Complex supply chains: the knock-on effect

But he also points to the chemical industry being at the heart of complex supply chains – a chemical made in the UK often has to go to the EU for a particular process before coming back again, and the back and forth can continue before it ends up at the manufacturer. It’s another reason why both REACH and smooth border crossings are so important.

“If you're buying into a just-in-time kind of environment, then that’s going to cause the aerospace or the automotive industry untold headaches unless they can sort out how we get things across borders as we do now with speed,” he explains.

And because supply chains have been designed to be so quick, he worries that if any sector suffers a downturn because of Brexit, chemical businesses would “see the downstream effect quite quickly”.

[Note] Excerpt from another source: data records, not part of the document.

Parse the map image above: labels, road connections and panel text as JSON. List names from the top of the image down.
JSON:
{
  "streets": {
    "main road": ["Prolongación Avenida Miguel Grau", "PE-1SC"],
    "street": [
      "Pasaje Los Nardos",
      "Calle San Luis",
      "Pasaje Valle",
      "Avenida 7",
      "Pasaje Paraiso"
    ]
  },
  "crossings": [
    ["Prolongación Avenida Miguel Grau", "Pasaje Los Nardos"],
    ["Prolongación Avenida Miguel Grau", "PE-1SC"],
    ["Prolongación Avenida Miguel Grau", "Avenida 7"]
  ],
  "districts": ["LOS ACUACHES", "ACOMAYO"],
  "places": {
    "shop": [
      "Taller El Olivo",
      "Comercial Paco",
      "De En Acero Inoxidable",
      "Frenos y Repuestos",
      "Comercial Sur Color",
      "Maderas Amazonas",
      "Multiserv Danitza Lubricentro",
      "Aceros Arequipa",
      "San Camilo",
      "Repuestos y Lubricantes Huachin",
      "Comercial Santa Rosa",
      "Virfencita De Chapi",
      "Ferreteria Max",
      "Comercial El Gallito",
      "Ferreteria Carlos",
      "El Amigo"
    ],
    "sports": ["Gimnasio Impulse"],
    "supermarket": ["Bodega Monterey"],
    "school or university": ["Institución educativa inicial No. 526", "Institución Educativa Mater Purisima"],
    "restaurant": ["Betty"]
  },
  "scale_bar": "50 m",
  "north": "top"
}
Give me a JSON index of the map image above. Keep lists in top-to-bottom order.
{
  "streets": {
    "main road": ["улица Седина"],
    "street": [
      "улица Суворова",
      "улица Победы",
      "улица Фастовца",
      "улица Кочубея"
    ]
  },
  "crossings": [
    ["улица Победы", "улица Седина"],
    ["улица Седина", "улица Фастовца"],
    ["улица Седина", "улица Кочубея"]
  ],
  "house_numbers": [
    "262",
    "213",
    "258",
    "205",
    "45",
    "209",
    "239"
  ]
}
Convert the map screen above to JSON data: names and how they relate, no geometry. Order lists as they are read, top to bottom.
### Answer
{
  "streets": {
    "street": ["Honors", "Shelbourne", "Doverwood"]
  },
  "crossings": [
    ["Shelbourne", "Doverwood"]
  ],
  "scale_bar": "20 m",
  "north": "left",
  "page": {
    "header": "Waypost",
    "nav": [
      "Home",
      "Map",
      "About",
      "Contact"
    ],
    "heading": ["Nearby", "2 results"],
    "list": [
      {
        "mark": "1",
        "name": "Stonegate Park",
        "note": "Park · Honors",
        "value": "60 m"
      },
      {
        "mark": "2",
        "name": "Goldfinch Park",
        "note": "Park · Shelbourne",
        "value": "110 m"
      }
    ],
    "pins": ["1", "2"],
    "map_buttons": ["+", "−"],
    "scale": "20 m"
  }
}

Stort’s Gilkes agrees. The company has just enjoyed one of the best years in its history. “Brexit hasn’t had an impact yet, but if we do fall off a cliff come the end of March, things could very wrong pretty quickly.”

The impact for European suppliers

“The fact of the matter is the EU actually needs products that the UK makes and the UK needs products that the EU makes because we don’t all make the same things,” says Prior. 

Stort is sole UK distributor for several European chemical companies – and Gilkes is confident they will want to continue to import into the UK. But stockpiling, cash flow pressures and any economic hit to manufacturers will affect those businesses too.

“The reality for them is going to start to bite come next year, if business starts to wane in one of their top 10 markets,” he warns.